### What the task requires
For each line below that holds the string "function", add one to a tally; report that tally alone.

=== Section Start ===

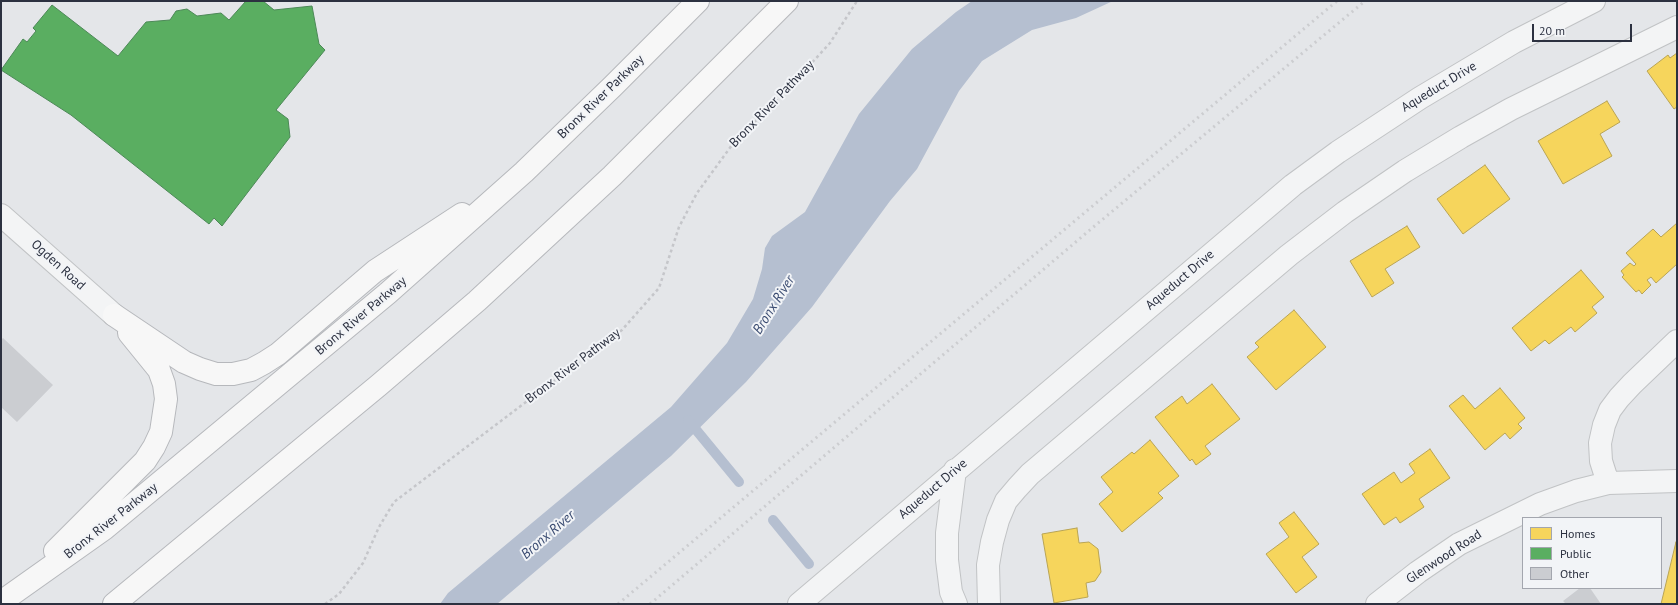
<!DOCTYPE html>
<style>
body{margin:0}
#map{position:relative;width:1678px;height:605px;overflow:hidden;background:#e4e6e9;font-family:"PT Sans",sans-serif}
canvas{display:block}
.frame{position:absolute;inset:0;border:2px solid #2c3140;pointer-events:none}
.legend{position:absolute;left:1522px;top:517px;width:140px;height:72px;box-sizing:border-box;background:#f2f4f7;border:1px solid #a3a6ae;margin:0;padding:5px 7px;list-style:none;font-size:12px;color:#2c3140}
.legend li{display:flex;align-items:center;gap:8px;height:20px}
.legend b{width:20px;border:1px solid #a3a6ae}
.scale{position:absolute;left:1532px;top:24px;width:100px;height:18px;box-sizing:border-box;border:2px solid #2c3140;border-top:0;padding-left:5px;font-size:12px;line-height:14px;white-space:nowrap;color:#2c3140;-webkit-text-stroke:3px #f2f4f7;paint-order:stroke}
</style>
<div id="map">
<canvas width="1678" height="605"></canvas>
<div class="frame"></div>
<ul class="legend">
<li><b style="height:11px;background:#f6d55c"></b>Homes</li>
<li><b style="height:11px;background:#5aae61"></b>Public</li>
<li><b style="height:11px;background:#cbcdd1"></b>Other</li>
</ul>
<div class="scale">20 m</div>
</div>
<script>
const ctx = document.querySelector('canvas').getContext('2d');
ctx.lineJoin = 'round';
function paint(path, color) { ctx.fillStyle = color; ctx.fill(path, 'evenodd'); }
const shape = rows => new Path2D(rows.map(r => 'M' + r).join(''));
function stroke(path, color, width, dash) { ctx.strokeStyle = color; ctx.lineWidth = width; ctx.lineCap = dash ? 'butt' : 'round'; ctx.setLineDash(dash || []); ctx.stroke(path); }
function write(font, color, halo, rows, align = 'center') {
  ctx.font = font + ' "PT Sans",sans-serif'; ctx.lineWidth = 4; ctx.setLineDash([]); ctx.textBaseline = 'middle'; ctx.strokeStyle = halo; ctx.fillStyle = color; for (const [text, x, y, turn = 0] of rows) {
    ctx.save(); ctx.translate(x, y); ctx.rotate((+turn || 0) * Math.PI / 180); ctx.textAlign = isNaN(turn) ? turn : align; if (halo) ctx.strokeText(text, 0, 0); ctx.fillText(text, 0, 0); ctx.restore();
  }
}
const water = shape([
 [972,1,1113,1,1076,18,1032,30,982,61,959,91,917,169,890,201,812,307,746,382,671,456,497,604,440,604,448,593,671,407,727,343,753,299,762,269,765,248,772,236,805,212,859,114,912,49,956,12]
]);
const homes = shape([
 [1677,53,1677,107,1674,109,1647,71,1668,55,1670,58,1677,53],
 [1607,101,1620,122,1600,134,1612,156,1563,184,1538,141,1607,101],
 [1485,165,1510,199,1463,234,1437,199,1485,165],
 [1677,223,1677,264,1656,283,1651,277,1647,280,1651,285,1642,294,1639,290,1636,292,1622,277,1624,275,1621,271,1630,263,1634,266,1636,264,1626,253,1653,229,1661,237,1677,223],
 [1407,226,1420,247,1385,269,1394,283,1372,297,1350,261,1407,226],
 [1581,270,1604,297,1592,307,1597,313,1575,332,1571,327,1549,344,1545,340,1531,351,1512,328,1581,270],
 [1294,310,1326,347,1276,390,1247,357,1259,347,1255,343,1294,310],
 [1212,384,1240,419,1205,446,1211,454,1196,465,1192,459,1190,461,1155,417,1182,396,1187,404,1212,384],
 [1500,388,1525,418,1518,424,1522,428,1510,439,1505,433,1485,450,1449,406,1463,395,1475,409,1500,388],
 [1150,440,1179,476,1158,493,1163,498,1122,532,1099,504,1113,492,1101,477,1132,452,1134,454,1150,440],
 [1430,449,1450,478,1419,499,1424,507,1400,523,1396,517,1384,525,1362,494,1394,472,1401,483,1415,473,1409,464,1430,449],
 [1294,512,1319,544,1302,557,1317,577,1296,593,1266,554,1289,537,1279,523,1294,512],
 [1077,528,1079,543,1089,542,1098,549,1101,572,1095,581,1086,583,1088,597,1054,603,1042,534,1077,528],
 [1676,542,1677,604,1661,604,1676,542]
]);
const public = shape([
 [246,1,263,1,274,10,312,6,319,44,325,50,276,110,288,119,290,137,222,226,214,218,209,224,71,115,1,70,23,39,27,42,36,31,33,28,52,5,118,56,146,22,170,20,176,11,187,9,197,16,221,13,229,20,246,1]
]);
const stream = shape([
 [688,420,739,482],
 [773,520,809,564]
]);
const building = shape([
 [3,338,53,385,17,422,1,407,1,340],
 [1580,588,1590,588,1601,604,1566,604,1563,601]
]);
const path = shape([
 [325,604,339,594,363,563,379,527,394,502,518,408,622,330,659,288,679,227,697,193,732,145,796,80,830,43,857,1]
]);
const minor = shape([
 [1,215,114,315],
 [955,470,947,533,947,560,951,592,956,604],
 [1608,483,1601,461,1600,443,1604,425,1610,410,1619,398,1632,384,1677,341],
 [799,604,1293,185,1338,152,1420,98,1514,42,1594,1],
 [989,604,988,565,992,542,998,520,1006,501,1017,488,1030,474,1289,255,1345,212,1405,171,1461,137,1511,109,1677,27],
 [1377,604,1418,572,1459,544,1540,504,1576,491,1608,483,1677,481]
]);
const highway = shape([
 [114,315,184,362,200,369,216,374,233,374,251,370,264,363,278,354,375,271,462,214],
 [55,551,145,461,154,447,161,432,166,399,164,384,159,370,129,333],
 [1,602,104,529,388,293,524,172,613,86,698,1],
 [114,604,379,385,477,301,612,176,787,1]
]);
const rail = shape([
 [618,604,1337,1],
 [650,604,1091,229,1365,1]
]);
const streetNames = [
 ["Aqueduct Drive",1439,87,-31],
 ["Bronx River Parkway",601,97,-44],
 ["Bronx River Pathway",772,104,-46],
 ["Ogden Road",58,265,42],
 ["Aqueduct Drive",1180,280,-40],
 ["Bronx River Parkway",361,316,-40],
 ["Bronx River Pathway",573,366,-37],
 ["Aqueduct Drive",933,489,-40],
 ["Bronx River Parkway",111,521,-38],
 ["Glenwood Road",1444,557,-33]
];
const waterNames = [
 ["Bronx River",774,305,-58],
 ["Bronx River",548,535,-41]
];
paint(water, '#b5bfd0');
paint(homes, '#f6d55c');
stroke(homes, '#b9a454', 1);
paint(public, '#5aae61');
stroke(public, '#4c8857', 1);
stroke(stream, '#b5bfd0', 10);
paint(building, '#cbcdd1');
stroke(minor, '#c1c3c5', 24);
stroke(highway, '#b6b8bc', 24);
stroke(path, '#c5c6ca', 2.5, [3, 3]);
stroke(minor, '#f3f4f5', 22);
stroke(highway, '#f7f7f7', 22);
stroke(rail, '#cccdd0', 3, [2, 4]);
write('13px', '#2c3140', '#f2f4f7', streetNames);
write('italic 14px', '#3a4b71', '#f2f4f7', waterNames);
</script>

=== Section End ===

### Result for this exercise
3